We should be happy that $75+ Mill is out of the Nats price range. Tying that much money into a leadoff hitter, instead of into pitching, right now would be a freaking disaster... which I believe is Bowden's specialty.

benji said:

Hi Ball-wonk. First comment here, noobie, check my sight. Anyway I agree the Nats should have traded him. By the time those 18 years we get for sori, make it to the bigs, who will be here???? I don't lnow, Zim yes, but other then that we'll be out of time and we will always suck. Oh well. FIRE BOWDEN!!!!!!!!!!!!!!!

BallWonk said:

BallWonk would like to keep Fonzie forever, too. He just doubts that the market will allow that to happen without it becoming the kind of franchise-destroying-albatross contract that Trader Jim has a known predisposition for signing. (And that Stan W. Kasten is known for avoiding.)
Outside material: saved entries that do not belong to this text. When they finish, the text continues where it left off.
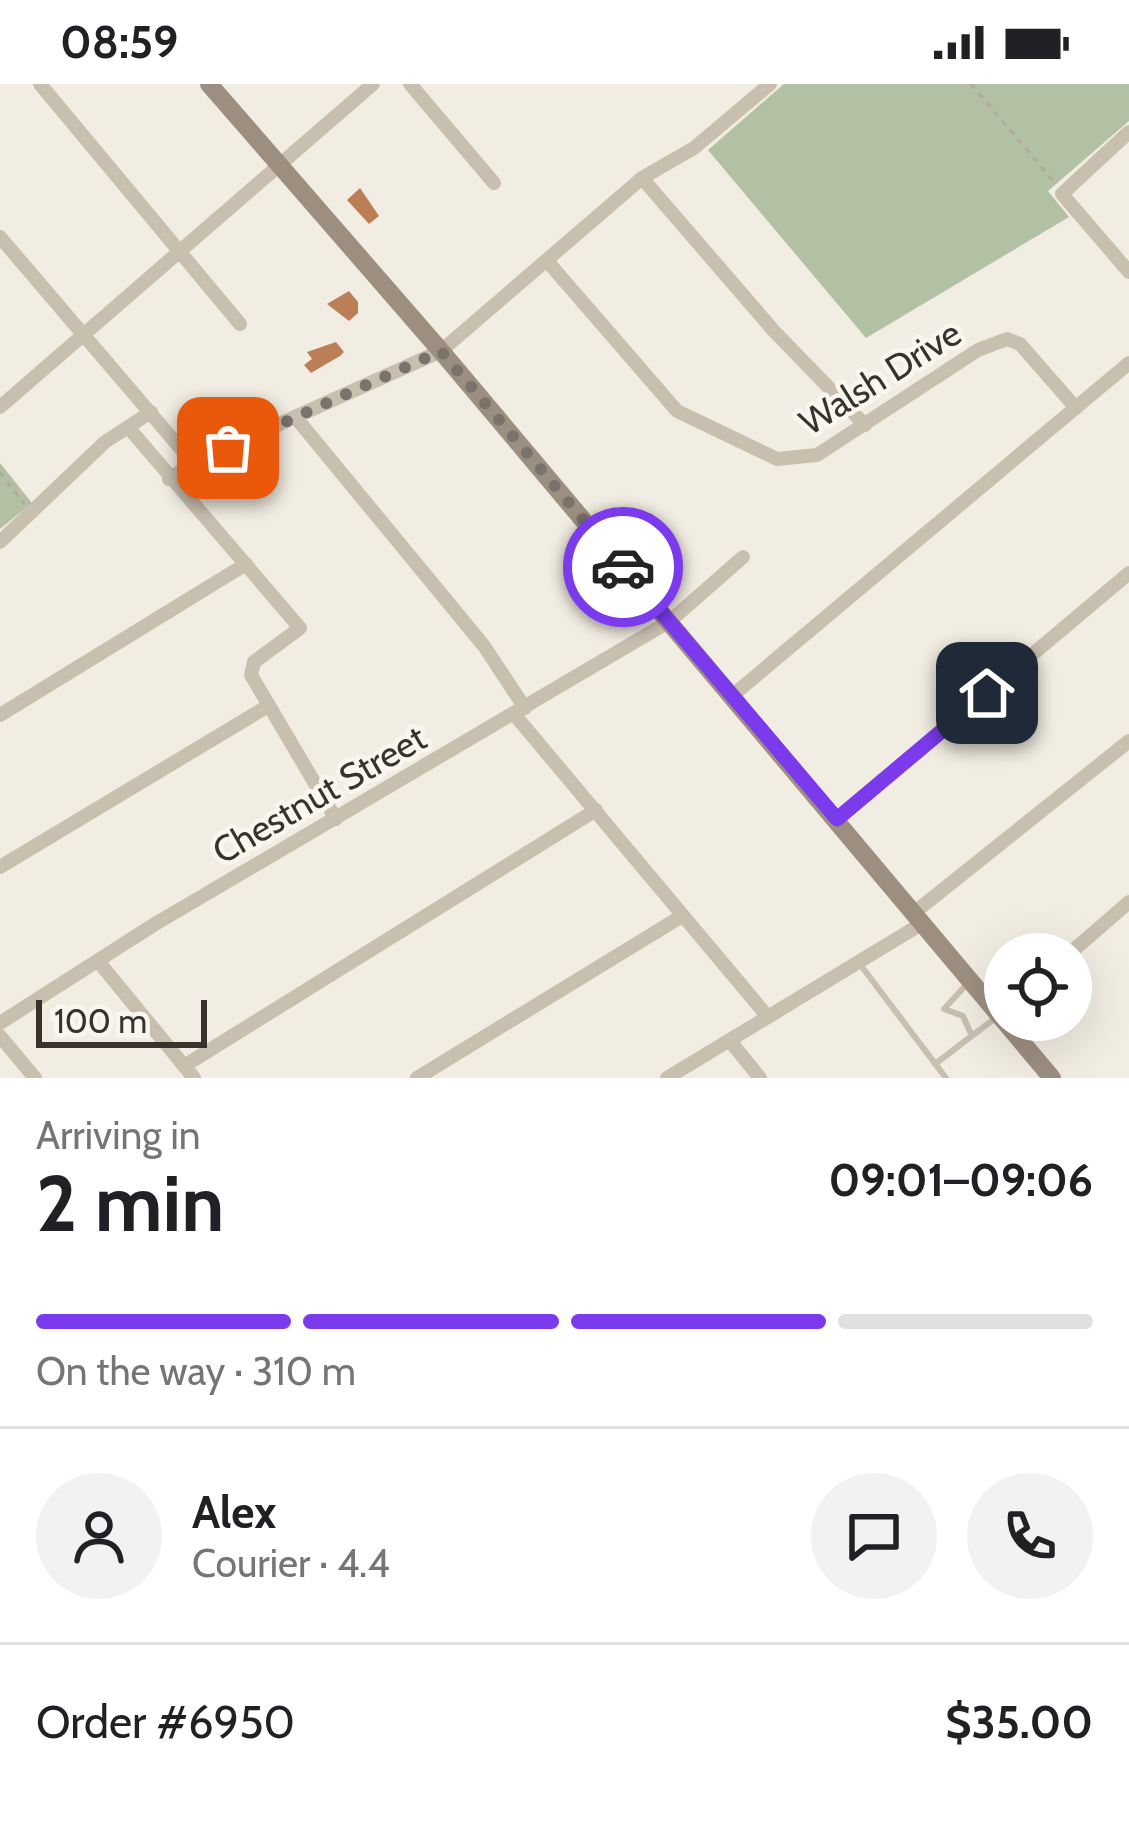 <!DOCTYPE html>
<html lang="en">
<head>
<meta charset="utf-8">
<style>
	:root { --surface:#fff; --page:#f2f2f2; --text:#202124; --muted:#757577; --line:#e0e0e0; --accent:#7c3aed }
	body { margin:0; font-family:Cabin,sans-serif; background:var(--page); color:var(--text); height:100vh; display:flex; flex-direction:column; font-size:45px; white-space:nowrap }
	* { box-sizing:border-box; margin:0 }
	p { font-size:39px; color:var(--muted) }
	.icon { flex:none; width:66px; height:66px; fill:none; stroke:currentColor; stroke-width:2; stroke-linecap:round; stroke-linejoin:round }
	.map { position:relative; height:994px; overflow:hidden }
	.drawer { display:flex; flex-direction:column; background:var(--surface); flex:1 }
	.drawer>* { flex:none }
	.controls { position:absolute; left:984px; top:849px; display:grid; gap:24px }
	.controls a { display:grid; place-items:center; width:108px; height:108px; border-radius:50%; background:var(--surface); box-shadow:0 12px 48px #0002; font-size:60px }
	.scale { position:absolute; left:36px; bottom:30px; width:171px; box-sizing:border-box; padding-left:12px; border:6px solid #39322c; border-top:0; font-size:33px; line-height:42px; white-space:nowrap; color:#39322c; -webkit-text-stroke:9px #f9f6ef; paint-order:stroke }
	.pin { position:absolute; display:grid; place-items:center; width:102px; height:102px; color:#fff; margin:-51px; border-radius:24px; box-shadow:0 6px 18px #0006 }
	.courier { position:absolute; display:grid; place-items:center; width:120px; height:120px; margin:-60px; border:9px solid #7c3aed; border-radius:50%; background:#fff; color:#222; box-shadow:0 3px 15px #0007 }
	.head em { font-style:normal; font-weight:700 }
	.head div { display:flex; flex-direction:column-reverse }
	.head { display:flex; align-items:center; justify-content:space-between; height:204px; padding:0 36px }
	h1 { font-size:78px; font-weight:700; line-height:90px }
	.bar { display:grid; grid-template-columns:repeat(4,1fr); gap:18px 12px; align-content:center; height:144px; padding:0 36px }
	.bar i { height:15px; border-radius:9px; background:var(--line) }
	.bar .on { background:var(--accent) }
	.bar p { grid-column:span 4 }
	.line { display:flex; align-items:center; gap:30px; padding:0 36px; border-top:3px solid var(--line) }
	.line div { flex:1 }
	.round { display:grid; place-items:center; flex:none; width:126px; height:126px; border-radius:63px; background:var(--page) }
	.status { display:flex; justify-content:space-between; align-items:center; height:84px; padding:0 60px; background:var(--surface); direction:ltr }
	.status svg { height:33px; fill:currentColor }
	.map>svg:first-child { display:block }
</style>
</head>
<body>
<div class="status"><b>08:59</b><svg viewBox="0 0 49 12"><path d="M0 12V9h3v3zM5 12V6h3v6zM10 12V3h3v9zM15 12V0h3v12zM26 1h20v11H26zM47 4h2v5h-2z"/></svg></div>
<div class="map">
<svg width="1129" height="994" viewBox="0 0 1129 994">
	<rect width="100%" height="100%" fill="#f2ede2"/>
	<g fill="#b2c0a3">
		<path d="M784,0H1129V37L1048,107L1069,133L866,254L708,66Z"/>
		<path d="M0,379L32,419L0,445Z"/>
	</g>
	<g fill="#bb7e57">
		<path d="M360,104L379,132L369,140L347,116Z"/>
		<path d="M349,207L358,218V229L349,237L327,220Z"/>
		<path d="M336,258L344,268L340,272L311,289L304,281L312,275L307,268Z"/>
	</g>
	<g fill="none" stroke-linecap="round" stroke-linejoin="round">
		<g stroke="#b5a999" stroke-width="3" stroke-dasharray="6 6" stroke-linecap="butt">
			<path d="M971,0L1054,98"/>
			<path d="M0,388L24,420"/>
		</g>
		<g stroke="#c9bfaf" stroke-width="6">
			<path d="M859,879L946,994"/>
			<path d="M967,900L944,925L963,932L971,950"/>
			<path d="M935,980L998,932"/>
		</g>
		<g stroke="#c9bfaf" stroke-width="14">
			<path d="M40,0L240,240"/>
			<path d="M410,0L494,99"/>
			<path d="M1129,48L1062,110L1129,188"/>
			<path d="M642,94L773,246L865,341"/>
			<path d="M0,153L193,379"/>
			<path d="M548,178L677,327L777,375L817,371L978,266L1007,255L1020,260L1076,324"/>
			<path d="M0,323L373,0"/>
			<path d="M297,335L484,562L525,624"/>
			<path d="M128,343L300,544L254,578L251,591L336,735"/>
			<path d="M169,395L193,379L441,267L642,94L694,64L770,0"/>
			<path d="M0,458L105,358L151,328"/>
			<path d="M733,611L1129,279"/>
			<path d="M514,630L768,933"/>
			<path d="M0,631L246,480"/>
			<path d="M837,735L1129,489"/>
			<path d="M0,783L268,622"/>
			<path d="M915,828L1129,657"/>
			<path d="M1069,870L1129,818"/>
			<path d="M98,877L194,994"/>
			<path d="M0,939L155,840L670,537L743,473"/>
			<path d="M0,952L35,994"/>
			<path d="M730,957L760,994"/>
			<path d="M184,982L596,726"/>
			<path d="M417,994L682,832"/>
			<path d="M667,994L923,839"/>
		</g>
		<path stroke="#9d8f80" stroke-width="18" d="M209,0L441,267L1052,994"/>
	</g>
	<g fill="none" stroke-linecap="round" stroke-linejoin="round">
		<path stroke="#7a736c" stroke-width="12" stroke-dasharray="0 21.6" d="M228,364L441,267L623,483"/>
		<path stroke="#7c3aed" stroke-width="15" d="M623,483L837,735L987,609"/>
	</g>
	<g text-anchor="middle" dominant-baseline="central" stroke-width="9" stroke-linejoin="round" paint-order="stroke">
		<g font-size="36" fill="#39322c" stroke="#f9f6ef">
			<text transform="translate(880 293) rotate(-32)">Walsh Drive</text>
			<text transform="translate(319 710) rotate(-30)">Chestnut Street</text>
		</g>
	</g>
</svg>
<div class="controls">
<a><svg class="icon" aria-label="locate" viewBox="0 0 24 24"><circle cx="12" cy="12" r="6"/><path d="M12 2v4M12 18v4M2 12h4M18 12h4"/></svg></a>
</div>
<div class="scale">100 m</div>
<div class="pin" style="left:228px;top:364px;background:#ea580c"><svg class="icon" aria-label="bag" viewBox="0 0 24 24"><path d="M5 8h14l-1 12H6zM9 8a3 3 0 0 1 6 0"/></svg></div>
<div class="pin" style="left:987px;top:609px;background:#1f2937"><svg class="icon" aria-label="home" viewBox="0 0 24 24"><path d="M3 11l9-7 9 7M6 9v11h12V9"/></svg></div>
<div class="courier" style="left:623px;top:483px"><svg class="icon" aria-label="car" viewBox="0 0 24 24"><path d="M5 17H2v-5l4-1 3-4h7l3 4 3 1v5h-3M9 17h6M6 11h13"/><circle cx="7" cy="17" r="2"/><circle cx="17" cy="17" r="2"/></svg></div>
</div>
<section class="drawer">
<div class="head"><div><h1>2 min</h1><p>Arriving in</p></div><em>09:01–09:06</em></div>
<div class="bar"><i class="on"></i><i class="on"></i><i class="on"></i><i></i><p>On the way · 310 m</p></div>
<div class="line" style="height:216px"><a class="round"><svg class="icon" aria-label="person" viewBox="0 0 24 24"><circle cx="12" cy="8" r="4"/><path d="M4 21q1-7 8-7t8 7"/></svg></a><div><b>Alex</b><p>Courier · 4.4</p></div><a class="round"><svg class="icon" aria-label="chat" viewBox="0 0 24 24"><path d="M4 5h16v11H9l-5 4z"/></svg></a><a class="round"><svg class="icon" aria-label="phone" viewBox="0 0 24 24"><path d="M5 4h4l2 5-3 2q2 4 5 5l2-3 5 2v4C11 20 4 13 5 4z"/></svg></a></div>
<div class="line" style="height:156px"><div>Order #6950</div><b>$35.00</b></div>
</section>
</body>
</html>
Speaking of, Trader Jim is the guy who moved heaven and earth to bring Junior Griffey to Cincy on the theory that one big superstar is all you need to turn a mediocre team into a world champion. Thing is, that kind of thing only works in games that rhyme with "gasketball." And in the event, the Griffey deal turned the mediocre team Trader Jim inherited into the mediocre team he left behind. Which is why BallWonk habitually doubts the man's judgment and competence, no matter how many great draft picks he makes.

I agree with BW. This is an opportunity lost.

Call me naive, but I still think we have a chance to sign Soriano to a long-term deal. If nobody was willing to offer significant prospects to get Soriano, then I think Bowden did the right thing. Most Nat fans at this point want to keep him. If the Lerners show they are going to fight to keep talented players---even if they lose---they will win the respect of fans.

BallWonk said:

Distinguished Carrie,

Were Baker, Kubel, and a you-pick-em single-A player really on offer? BallWonk would totally have made that deal. Good for Scott Baker that he wasn't traded here, though. He'd have lost his throwing arm to gangrene within six months, if our coaching staff's record of keeping our pitchers healthy holds up.

Now it looks like we'll have traded Wilkie et al for a pair of draft picks. Um, yay?

BW

CarrieICL said:

I really can't believe Bowden didn't move. Terry Ryan was offering Scott Baker, Jason Kubel, and probably another pitching prospect. To not go for that, when the chances of keeping Soriano are so slim... wow.

mariofan14 said:

I almost died in the build up to this trade deadline......and nothing happened???? Ok, I'm kinda glad Alfonso stayed, but I thought Livo, Ortiz and Armas we all gone...what happened to the rebuilding the farm system with prospects crap they've been spittin out since day 1.